# Got one of the sly females tonight



## MinoulovesPrincess (Nov 3, 2010)

Finally, caught one of the two remaining cats - a black mother. The most clever one is still out there. Am going to try the drop trap on her when the rain stops. Have to stop the breeding - and get these cats homes!


----------



## mimitabby (Apr 20, 2010)

congrats! good work!!


----------



## beamjoy (Nov 6, 2010)

Awesome news! Good luck with the other one. Cats are too smart for their own good sometimes. Thanks for all the trouble you're going through.


----------



## Jeanie (Jun 18, 2003)

That's great news!


----------



## MinoulovesPrincess (Nov 3, 2010)

Thanks.
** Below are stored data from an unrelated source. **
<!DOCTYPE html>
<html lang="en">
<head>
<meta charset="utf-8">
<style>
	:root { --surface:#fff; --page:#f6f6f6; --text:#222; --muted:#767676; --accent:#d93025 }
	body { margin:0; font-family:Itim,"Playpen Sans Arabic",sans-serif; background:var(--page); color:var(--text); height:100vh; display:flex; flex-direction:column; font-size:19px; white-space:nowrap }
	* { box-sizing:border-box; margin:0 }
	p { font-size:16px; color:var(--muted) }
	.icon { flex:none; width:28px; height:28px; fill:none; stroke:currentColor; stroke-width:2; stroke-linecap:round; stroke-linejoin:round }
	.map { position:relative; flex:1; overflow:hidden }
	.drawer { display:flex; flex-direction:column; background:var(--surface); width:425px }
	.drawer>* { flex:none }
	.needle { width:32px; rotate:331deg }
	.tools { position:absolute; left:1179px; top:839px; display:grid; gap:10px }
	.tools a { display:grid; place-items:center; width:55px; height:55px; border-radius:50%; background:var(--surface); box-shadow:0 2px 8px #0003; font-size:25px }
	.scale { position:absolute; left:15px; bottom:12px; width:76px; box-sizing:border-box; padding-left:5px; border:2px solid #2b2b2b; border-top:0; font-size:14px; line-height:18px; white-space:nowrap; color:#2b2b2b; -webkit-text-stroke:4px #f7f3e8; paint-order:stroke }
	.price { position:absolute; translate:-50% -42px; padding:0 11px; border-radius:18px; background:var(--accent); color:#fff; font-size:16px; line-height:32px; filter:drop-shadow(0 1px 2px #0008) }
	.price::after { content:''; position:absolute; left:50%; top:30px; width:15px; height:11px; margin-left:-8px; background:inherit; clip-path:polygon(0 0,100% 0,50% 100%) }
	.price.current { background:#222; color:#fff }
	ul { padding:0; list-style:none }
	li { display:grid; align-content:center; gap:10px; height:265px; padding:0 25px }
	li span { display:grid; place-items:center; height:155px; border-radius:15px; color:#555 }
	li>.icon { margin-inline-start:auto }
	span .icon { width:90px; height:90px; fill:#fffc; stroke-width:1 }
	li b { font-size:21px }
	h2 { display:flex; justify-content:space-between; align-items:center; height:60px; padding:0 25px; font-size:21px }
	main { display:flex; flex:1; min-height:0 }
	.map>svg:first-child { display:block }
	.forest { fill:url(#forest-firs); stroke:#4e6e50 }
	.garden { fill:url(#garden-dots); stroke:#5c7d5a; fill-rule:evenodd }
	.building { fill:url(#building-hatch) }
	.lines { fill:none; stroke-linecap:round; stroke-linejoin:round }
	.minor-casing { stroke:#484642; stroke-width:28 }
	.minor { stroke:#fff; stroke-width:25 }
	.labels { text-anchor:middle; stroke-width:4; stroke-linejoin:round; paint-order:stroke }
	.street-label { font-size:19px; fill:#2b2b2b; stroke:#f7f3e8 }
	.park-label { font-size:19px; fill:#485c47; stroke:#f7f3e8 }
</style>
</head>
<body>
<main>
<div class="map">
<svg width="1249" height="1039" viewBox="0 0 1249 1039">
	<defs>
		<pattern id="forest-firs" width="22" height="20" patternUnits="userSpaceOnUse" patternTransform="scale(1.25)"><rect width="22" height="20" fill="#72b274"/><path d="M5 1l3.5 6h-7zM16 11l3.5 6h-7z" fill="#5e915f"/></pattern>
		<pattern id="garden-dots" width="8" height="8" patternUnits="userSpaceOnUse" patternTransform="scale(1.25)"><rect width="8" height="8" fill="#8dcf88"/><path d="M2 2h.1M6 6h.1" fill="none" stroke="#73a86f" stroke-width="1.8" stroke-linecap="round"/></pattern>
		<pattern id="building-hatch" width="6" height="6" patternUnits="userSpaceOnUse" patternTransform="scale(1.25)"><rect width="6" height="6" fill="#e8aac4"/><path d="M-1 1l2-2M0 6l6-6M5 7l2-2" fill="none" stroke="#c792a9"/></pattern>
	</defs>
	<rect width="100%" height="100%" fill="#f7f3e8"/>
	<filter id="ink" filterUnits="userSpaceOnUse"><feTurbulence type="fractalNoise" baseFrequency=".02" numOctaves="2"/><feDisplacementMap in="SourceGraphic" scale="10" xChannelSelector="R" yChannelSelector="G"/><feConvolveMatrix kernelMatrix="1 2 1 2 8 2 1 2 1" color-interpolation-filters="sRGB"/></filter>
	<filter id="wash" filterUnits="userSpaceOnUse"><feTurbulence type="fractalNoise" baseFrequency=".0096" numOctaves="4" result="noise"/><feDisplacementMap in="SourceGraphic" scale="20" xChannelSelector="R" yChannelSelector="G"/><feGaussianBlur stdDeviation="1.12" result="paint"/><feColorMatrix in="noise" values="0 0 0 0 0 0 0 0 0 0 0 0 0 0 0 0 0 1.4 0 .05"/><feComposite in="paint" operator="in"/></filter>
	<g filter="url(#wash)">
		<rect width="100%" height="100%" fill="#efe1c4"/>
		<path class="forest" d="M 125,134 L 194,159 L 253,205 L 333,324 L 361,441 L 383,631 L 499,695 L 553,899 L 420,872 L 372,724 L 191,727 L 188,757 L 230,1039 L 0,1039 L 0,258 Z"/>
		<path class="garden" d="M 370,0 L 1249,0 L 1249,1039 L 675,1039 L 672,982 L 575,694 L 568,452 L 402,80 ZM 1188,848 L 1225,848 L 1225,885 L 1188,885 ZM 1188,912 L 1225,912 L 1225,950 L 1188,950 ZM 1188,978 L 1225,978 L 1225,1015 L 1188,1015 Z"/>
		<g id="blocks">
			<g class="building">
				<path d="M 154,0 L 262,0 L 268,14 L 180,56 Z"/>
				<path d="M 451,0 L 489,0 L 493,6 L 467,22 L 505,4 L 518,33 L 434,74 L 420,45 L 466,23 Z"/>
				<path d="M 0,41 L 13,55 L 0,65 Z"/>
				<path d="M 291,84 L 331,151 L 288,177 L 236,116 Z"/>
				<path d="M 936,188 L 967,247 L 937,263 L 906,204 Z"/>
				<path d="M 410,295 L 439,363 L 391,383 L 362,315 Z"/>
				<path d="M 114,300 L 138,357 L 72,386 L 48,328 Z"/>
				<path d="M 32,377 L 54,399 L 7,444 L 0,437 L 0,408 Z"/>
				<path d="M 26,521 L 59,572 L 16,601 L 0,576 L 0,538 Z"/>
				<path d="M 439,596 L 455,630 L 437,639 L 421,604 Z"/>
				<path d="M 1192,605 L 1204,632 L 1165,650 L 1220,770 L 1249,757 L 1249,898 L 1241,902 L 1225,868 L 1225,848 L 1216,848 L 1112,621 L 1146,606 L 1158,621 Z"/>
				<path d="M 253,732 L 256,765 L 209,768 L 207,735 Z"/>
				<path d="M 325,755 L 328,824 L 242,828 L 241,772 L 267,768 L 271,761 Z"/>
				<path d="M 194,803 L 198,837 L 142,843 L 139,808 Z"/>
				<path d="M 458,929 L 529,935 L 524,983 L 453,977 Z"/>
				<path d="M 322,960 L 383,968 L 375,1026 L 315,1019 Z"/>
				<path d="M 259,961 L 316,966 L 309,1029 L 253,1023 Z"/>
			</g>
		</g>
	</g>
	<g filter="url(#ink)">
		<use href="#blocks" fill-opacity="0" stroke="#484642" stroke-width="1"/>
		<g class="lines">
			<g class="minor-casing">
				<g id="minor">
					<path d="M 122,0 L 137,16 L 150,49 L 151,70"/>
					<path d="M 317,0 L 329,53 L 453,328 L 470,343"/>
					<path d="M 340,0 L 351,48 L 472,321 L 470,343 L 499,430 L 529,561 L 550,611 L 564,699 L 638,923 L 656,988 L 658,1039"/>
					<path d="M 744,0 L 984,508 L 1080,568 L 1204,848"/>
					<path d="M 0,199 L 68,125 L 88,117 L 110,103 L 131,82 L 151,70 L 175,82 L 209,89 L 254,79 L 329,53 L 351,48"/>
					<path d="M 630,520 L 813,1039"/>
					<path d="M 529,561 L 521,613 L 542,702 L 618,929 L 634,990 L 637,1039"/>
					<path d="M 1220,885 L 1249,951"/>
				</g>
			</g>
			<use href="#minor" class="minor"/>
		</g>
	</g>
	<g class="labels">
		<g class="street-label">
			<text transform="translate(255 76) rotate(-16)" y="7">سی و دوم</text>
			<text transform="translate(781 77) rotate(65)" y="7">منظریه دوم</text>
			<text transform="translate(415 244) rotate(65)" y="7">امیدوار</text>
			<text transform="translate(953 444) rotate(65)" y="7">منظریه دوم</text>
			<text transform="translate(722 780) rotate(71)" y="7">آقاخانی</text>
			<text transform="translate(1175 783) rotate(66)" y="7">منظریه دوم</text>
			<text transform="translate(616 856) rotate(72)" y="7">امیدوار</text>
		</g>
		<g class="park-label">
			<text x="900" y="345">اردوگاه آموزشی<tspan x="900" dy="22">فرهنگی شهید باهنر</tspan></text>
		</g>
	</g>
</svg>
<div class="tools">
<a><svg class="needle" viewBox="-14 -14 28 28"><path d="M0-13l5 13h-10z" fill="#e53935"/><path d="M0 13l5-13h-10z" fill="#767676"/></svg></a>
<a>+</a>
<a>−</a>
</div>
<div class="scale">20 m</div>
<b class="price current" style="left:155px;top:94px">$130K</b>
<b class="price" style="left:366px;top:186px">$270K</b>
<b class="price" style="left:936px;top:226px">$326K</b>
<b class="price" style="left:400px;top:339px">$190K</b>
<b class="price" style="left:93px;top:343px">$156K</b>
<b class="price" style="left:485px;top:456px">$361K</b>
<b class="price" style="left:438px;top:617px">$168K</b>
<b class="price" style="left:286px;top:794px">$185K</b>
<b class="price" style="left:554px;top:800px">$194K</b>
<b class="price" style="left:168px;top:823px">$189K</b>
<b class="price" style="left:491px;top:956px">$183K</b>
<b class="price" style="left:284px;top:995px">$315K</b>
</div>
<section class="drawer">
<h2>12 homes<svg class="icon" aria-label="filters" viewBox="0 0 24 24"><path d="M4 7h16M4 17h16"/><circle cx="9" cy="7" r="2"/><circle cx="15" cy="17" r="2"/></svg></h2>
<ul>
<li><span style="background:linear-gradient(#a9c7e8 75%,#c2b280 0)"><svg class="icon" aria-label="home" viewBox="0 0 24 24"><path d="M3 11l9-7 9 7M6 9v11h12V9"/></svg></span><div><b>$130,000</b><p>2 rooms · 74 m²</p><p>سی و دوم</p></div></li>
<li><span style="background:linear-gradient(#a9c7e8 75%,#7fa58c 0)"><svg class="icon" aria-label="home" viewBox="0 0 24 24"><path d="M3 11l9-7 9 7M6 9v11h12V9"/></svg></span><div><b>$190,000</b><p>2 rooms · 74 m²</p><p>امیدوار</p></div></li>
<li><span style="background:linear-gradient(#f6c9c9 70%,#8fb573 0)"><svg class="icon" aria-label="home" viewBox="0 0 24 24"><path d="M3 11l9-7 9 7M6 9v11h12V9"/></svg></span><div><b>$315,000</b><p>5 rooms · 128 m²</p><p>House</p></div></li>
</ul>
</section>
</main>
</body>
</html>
Trap is back out there tonight.


----------



## Jeanie (Jun 18, 2003)

During the night, you could get a possum or a raccoon. That's why morning is recommended.  Also, you don't want the kitten or cat in the carrier any longer than necessary. It's best to have the vet notified (in the daytime), so that you can take her right to the office. Good luck.


----------



## MinoulovesPrincess (Nov 3, 2010)

You are right but they only come at night.


----------



## MinoulovesPrincess (Nov 3, 2010)

I caught six cats at night. They eluded the traps during the day.


----------



## MinoulovesPrincess (Nov 3, 2010)

*got no. 7 except I don't know this cat*

It is black like the others but I do not recognize this cat.


----------



## Jeanie (Jun 18, 2003)

I hope they're all ferals. It would be a shame if any one of them was a pet. Of course, you can tell if they've been socialized.


----------



## MinoulovesPrincess (Nov 3, 2010)

The last one acted like a feral. But it was gentler. It didn't cry much but looked at me with those big green eyes. It's a very handsome cat. 

Now for the eldest female. She's a sly sly one. And then..... I hope I'm done.


----------